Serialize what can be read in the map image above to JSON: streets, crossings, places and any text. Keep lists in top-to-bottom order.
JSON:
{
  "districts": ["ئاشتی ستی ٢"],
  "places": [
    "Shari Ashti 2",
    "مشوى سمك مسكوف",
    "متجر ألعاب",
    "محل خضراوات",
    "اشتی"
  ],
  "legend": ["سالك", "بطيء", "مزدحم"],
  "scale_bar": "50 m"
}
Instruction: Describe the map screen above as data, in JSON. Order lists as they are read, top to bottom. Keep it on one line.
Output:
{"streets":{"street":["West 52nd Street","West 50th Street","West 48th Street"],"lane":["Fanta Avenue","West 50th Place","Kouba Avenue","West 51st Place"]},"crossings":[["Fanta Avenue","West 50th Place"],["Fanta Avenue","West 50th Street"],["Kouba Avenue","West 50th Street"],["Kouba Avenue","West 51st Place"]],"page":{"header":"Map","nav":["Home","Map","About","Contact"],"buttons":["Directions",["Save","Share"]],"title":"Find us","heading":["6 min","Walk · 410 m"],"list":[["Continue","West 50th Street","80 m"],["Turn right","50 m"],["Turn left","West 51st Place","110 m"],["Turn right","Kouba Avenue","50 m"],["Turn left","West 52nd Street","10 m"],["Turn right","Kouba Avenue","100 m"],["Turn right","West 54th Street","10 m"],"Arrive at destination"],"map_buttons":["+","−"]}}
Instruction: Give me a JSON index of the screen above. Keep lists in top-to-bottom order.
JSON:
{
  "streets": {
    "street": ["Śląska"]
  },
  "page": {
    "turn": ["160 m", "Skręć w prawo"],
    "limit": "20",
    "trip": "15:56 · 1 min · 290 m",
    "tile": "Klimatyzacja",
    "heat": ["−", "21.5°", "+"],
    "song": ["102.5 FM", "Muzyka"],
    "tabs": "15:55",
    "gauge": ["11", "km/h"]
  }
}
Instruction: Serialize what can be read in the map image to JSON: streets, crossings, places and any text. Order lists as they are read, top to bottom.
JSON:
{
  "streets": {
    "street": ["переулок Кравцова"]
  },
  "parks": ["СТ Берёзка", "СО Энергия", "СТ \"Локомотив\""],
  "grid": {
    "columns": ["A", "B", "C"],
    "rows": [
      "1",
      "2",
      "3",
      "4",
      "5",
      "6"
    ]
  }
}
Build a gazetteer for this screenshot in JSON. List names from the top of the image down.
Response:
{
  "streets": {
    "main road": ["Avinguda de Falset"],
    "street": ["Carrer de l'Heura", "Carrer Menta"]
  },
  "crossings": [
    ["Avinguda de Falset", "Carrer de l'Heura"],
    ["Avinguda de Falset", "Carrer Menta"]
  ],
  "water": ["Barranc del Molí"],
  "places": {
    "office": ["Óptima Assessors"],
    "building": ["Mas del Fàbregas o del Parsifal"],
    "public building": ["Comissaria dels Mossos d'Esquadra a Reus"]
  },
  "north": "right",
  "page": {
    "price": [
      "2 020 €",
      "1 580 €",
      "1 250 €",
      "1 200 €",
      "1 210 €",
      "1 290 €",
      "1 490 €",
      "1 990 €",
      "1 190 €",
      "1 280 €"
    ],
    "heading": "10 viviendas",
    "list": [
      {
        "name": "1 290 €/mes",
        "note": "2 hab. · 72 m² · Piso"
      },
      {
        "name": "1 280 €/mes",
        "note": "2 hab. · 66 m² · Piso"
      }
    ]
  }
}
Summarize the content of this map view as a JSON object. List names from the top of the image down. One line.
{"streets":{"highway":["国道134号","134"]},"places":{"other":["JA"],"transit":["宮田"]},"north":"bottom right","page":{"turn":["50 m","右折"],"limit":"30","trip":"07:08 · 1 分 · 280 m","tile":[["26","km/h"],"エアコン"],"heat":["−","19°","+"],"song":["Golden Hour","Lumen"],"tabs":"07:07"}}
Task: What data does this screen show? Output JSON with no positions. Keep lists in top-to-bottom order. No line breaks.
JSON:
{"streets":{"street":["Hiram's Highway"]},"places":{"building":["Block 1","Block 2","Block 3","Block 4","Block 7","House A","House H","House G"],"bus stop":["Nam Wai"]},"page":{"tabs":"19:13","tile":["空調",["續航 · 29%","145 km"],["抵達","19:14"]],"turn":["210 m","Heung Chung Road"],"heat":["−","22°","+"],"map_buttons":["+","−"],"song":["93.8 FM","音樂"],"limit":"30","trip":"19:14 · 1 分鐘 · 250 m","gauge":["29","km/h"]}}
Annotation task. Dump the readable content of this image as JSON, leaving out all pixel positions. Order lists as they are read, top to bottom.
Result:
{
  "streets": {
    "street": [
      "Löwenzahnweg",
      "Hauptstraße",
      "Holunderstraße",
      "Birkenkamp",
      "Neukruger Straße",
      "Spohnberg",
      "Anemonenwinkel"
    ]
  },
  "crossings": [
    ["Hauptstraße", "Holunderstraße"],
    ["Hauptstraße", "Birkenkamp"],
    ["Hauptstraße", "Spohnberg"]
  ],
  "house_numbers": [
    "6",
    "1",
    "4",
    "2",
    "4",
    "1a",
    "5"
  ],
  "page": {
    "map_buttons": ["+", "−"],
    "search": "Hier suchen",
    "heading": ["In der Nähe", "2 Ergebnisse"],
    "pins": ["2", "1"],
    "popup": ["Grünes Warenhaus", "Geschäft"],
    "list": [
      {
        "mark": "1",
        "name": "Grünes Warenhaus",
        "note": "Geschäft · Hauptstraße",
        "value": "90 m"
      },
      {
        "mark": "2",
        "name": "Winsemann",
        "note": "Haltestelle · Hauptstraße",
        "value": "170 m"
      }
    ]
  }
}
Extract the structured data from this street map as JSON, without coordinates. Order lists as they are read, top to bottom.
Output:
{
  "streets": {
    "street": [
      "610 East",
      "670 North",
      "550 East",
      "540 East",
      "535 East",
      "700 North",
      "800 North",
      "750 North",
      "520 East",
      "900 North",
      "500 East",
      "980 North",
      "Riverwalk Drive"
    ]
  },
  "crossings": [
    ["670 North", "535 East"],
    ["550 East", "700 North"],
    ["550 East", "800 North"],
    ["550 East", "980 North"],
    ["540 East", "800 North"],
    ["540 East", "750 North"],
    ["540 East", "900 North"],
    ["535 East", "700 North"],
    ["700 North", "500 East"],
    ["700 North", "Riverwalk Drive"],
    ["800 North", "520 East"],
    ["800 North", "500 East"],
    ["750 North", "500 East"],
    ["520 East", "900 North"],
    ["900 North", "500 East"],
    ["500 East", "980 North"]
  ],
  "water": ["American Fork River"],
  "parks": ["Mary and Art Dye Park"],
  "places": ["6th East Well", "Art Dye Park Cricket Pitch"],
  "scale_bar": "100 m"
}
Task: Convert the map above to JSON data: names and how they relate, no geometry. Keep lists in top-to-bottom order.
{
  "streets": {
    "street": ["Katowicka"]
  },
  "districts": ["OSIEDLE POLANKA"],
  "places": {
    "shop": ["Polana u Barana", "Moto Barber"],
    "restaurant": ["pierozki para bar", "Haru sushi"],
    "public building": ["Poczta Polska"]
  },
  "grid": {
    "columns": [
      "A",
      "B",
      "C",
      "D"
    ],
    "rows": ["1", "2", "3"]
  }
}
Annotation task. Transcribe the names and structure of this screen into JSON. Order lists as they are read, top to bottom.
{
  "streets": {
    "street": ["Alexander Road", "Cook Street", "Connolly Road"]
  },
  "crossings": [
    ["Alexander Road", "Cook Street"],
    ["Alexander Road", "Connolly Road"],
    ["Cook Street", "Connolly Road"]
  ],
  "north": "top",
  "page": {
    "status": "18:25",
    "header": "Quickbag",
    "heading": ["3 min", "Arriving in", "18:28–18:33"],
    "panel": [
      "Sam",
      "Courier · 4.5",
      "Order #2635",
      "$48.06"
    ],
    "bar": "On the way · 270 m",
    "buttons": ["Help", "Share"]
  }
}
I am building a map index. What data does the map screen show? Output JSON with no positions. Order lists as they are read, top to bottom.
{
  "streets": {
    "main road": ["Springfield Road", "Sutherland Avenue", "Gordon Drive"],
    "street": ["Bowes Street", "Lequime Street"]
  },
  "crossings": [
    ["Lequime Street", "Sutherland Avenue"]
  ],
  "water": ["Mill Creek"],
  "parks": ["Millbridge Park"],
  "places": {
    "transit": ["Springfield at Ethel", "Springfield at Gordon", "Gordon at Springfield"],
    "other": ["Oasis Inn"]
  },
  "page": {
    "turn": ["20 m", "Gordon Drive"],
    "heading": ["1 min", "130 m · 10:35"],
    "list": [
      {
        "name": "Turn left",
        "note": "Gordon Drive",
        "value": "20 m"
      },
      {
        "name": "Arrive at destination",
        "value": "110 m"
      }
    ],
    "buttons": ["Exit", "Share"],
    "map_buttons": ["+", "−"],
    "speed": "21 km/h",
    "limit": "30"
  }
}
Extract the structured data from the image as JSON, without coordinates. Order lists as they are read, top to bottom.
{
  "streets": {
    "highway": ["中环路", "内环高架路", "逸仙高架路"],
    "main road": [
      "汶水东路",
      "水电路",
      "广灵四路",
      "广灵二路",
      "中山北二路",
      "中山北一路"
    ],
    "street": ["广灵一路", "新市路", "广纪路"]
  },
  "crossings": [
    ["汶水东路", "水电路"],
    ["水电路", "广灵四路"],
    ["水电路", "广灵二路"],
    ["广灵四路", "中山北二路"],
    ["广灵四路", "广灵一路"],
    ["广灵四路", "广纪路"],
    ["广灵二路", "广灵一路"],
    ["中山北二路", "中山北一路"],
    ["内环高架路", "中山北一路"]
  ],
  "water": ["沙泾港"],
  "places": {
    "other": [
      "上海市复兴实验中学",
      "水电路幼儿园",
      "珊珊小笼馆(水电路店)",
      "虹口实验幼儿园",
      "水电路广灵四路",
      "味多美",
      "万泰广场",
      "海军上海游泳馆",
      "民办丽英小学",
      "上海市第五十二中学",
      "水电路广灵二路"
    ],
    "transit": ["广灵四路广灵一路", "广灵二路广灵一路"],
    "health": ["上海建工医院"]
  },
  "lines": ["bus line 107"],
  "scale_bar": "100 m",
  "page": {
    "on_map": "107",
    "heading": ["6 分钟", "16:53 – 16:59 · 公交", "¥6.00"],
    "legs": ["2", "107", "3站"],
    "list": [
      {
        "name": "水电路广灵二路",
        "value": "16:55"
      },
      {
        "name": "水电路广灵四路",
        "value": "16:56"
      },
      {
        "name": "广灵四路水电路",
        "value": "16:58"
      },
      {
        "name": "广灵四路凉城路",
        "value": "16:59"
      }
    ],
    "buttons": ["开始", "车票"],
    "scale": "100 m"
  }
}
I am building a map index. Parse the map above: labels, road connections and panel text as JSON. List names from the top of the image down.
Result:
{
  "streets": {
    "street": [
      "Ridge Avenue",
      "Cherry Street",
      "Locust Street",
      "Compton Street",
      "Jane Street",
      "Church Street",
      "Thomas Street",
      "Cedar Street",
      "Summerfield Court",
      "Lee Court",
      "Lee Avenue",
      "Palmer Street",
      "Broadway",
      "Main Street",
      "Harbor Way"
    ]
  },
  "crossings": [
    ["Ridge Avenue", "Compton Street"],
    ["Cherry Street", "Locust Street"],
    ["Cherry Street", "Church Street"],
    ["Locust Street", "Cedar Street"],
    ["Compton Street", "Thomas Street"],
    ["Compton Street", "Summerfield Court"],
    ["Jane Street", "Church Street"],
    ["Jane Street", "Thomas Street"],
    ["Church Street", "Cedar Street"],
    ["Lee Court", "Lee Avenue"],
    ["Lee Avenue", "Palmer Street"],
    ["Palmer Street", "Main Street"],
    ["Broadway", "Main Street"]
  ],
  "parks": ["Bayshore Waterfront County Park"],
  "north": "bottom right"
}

####

▸ TASK DETAILS
Find the lines of the material that hold the word "Serialize" and report their count alone.

▸ YOUR SOLUTION
2